Van al die bouwkundige en intellectuele glorie is in het huidige Aduard weinig terug te vinden. Het lot van het klooster lijkt op dat van veel kloosters in Noord-Nederland, die de komst van het protestantisme in de zestiende eeuw niet hebben overleefd. In 1580 is het kloostercomplex in brand gestoken door terugtrekkende Staatse troepen, die bang waren dat de Spanjaarden het als uitvalsbasis zouden gebruiken. Wat er na de brand nog restte werd later per ‘kloostermop’ verkocht voor nieuwbouw. De restanten van de kerk werden in de achttiende eeuw door de landjonker Lewe met de grond gelijkgemaakt. Alleen de ziekenzaal van de monniken werd gespaard; die was geschikt om dienst te doen als eenvoudige kerk voor de kleine protestantse gemeente die op de ruïnes van het klooster was verrezen.
Het is in dit gebouw, nog altijd in gebruik als Nederlands-Hervormde kerk, dat Henk Kooi (56) en Jakob Loer (43) van de Historische Vereniging Aduard hun ambitieuze plannen uit de doeken doen. Op de plek waar vroeger de bedden van de zieke broeders stonden, bevindt zich nu een houten tafel, bedekt met plattegronden en tekeningen. Kooi, die architect is, somt de belangrijkste kenmerken op van de Romano-gotische stijl: een hybride bouwstijl uit de late Middeleeuwen, waarvan de Aduarder abdijkerk een van de wegbereiders was.
‘Helaas zijn er geen afbeeldingen van de abdijkerk bekend,’ zegt Kooi. ‘Maar uit oude beschrijvingen, archeologische opgravingen en vergelijkingen met restanten van Romano-gotische gebouwen in Noord-Nederland en Duitsland proberen we tot een redelijk waarheidsgetrouwe reconstructie te komen.’ Hij laat een driedimensionale tekening zien, gemaakt door zijn zoon Axe Kooi, die de kerk voorstelt zoals hij eruit had kunnen zien. Daar blijft het wat hem betreft niet bij: hij wil de tekeningen bewerken tot een film, die op een scherm geprojecteerd kan worden. ‘Een levensgrote projectie, op de plek waar ooit de ingang van de kerk was. Zo krijgt de bezoeker een beeld van de indruk die de kerk gemaakt moet hebben.’
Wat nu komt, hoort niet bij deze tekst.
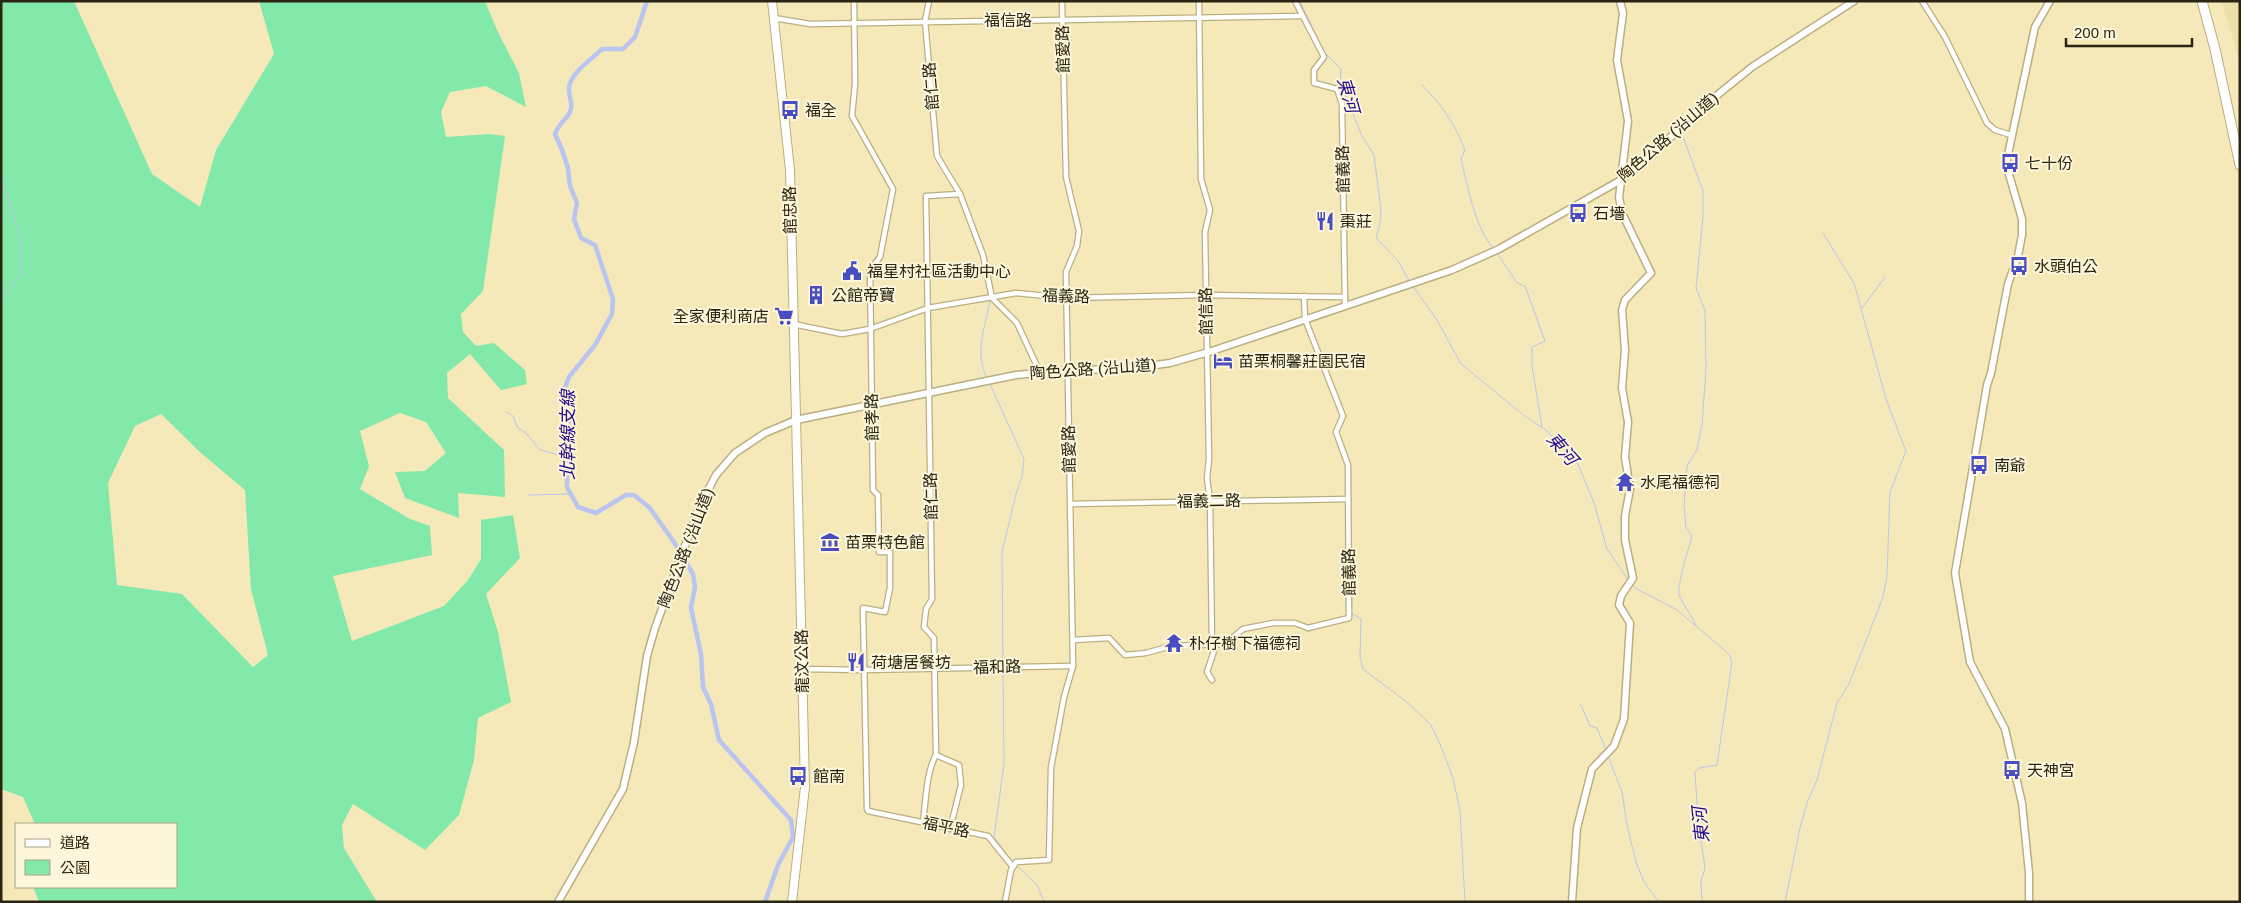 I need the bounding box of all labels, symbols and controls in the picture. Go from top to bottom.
street label: 福信路 [984,12,1032,29]
scale bar [2066,15,2192,47]
text: 200 m [2074,24,2116,41]
street label: 館愛路 [1054,25,1072,73]
street label: 館仁路 [920,61,942,111]
water label: 東河 [1333,75,1363,118]
street label: 陶色公路 (沿山道) [1614,89,1722,185]
bus stop icon: 福全 [779,99,801,121]
place label: 福全 [805,102,837,119]
street label: 館義路 [1334,145,1352,193]
bus stop icon: 七十份 [1999,152,2021,174]
place label: 七十份 [2025,155,2073,172]
street label: 館忠路 [781,186,799,234]
bus stop icon: 石墻 [1567,202,1589,224]
place label: 石墻 [1593,205,1625,222]
restaurant icon: 棗莊 [1314,210,1336,232]
place label: 棗莊 [1340,213,1372,230]
bus stop icon: 水頭伯公 [2008,255,2030,277]
place label: 水頭伯公 [2034,258,2098,275]
public building icon: 福星村社區活動中心 [841,260,863,282]
place label: 福星村社區活動中心 [867,263,1011,280]
building icon: 公館帝寶 [805,284,827,306]
place label: 公館帝寶 [831,286,895,304]
street label: 福義路 [1042,287,1090,305]
street label: 館信路 [1197,287,1215,335]
supermarket icon: 全家便利商店 [773,305,795,327]
place label: 全家便利商店 [673,308,769,325]
hotel icon: 苗栗桐馨莊園民宿 [1212,350,1234,372]
place label: 苗栗桐馨莊園民宿 [1238,353,1366,370]
street label: 陶色公路 (沿山道) [1029,356,1157,382]
water label: 北幹線支線 [558,388,578,480]
street label: 館孝路 [863,393,881,441]
street label: 館愛路 [1060,425,1078,473]
water label: 東河 [1543,429,1583,471]
bus stop icon: 南爺 [1968,454,1990,476]
place label: 南爺 [1994,457,2026,474]
temple icon: 水尾福德祠 [1614,471,1636,493]
street label: 館仁路 [922,472,940,520]
place label: 水尾福德祠 [1640,474,1720,491]
street label: 陶色公路 (沿山道) [655,486,717,610]
street label: 福義二路 [1177,492,1241,510]
museum icon: 苗栗特色館 [819,531,841,553]
place label: 苗栗特色館 [845,534,925,551]
street label: 館義路 [1340,548,1358,596]
street label: 龍汶公路 [793,629,811,693]
temple icon: 朴仔樹下福德祠 [1163,632,1185,654]
place label: 朴仔樹下福德祠 [1189,635,1301,652]
restaurant icon: 荷塘居餐坊 [845,651,867,673]
place label: 荷塘居餐坊 [871,654,951,671]
street label: 福和路 [973,658,1021,676]
bus stop icon: 天神宮 [2001,759,2023,781]
place label: 天神宮 [2027,762,2075,779]
bus stop icon: 館南 [787,765,809,787]
place label: 館南 [813,768,845,785]
water label: 東河 [1689,803,1713,844]
street label: 福平路 [921,814,971,840]
legend [15,823,178,888]
text: 道路 [60,834,90,851]
text: 公園 [60,859,90,876]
De film moet het klapstuk worden van een nog op te richten Educatief Historisch Centrum in Aduard. Mediëvist Jakob Loer: ‘De geschiedenis is hier na de Tachtigjarige Oorlog met de grond gelijkgemaakt. Wij willen een erfenis weer zichtbaar maken die van groot belang is voor de hele regio. Niet alleen de bouwcultuur is hier door de cisterciënzers gebracht, ook de inpoldering en de aanleg van dijken en kanalen gebeurde door lekenbroeders uit het klooster.’
Er zal daarom in het centrum niet alleen aandacht worden besteed aan gebouwen, maar ook aan andere culturele en technische verworvenheden. Loer vertelt over het dertiende-eeuwse gangenstelsel, dat in 1948 – bij de aanleg van riolering in het dorp – tevoorschijn kwam. ‘Hieruit bleek dat de monniken toen al over een rioleringssysteem met stromend water beschikten. Later is het culturele peil dus ingezakt; toen scheet men weer in dozen.’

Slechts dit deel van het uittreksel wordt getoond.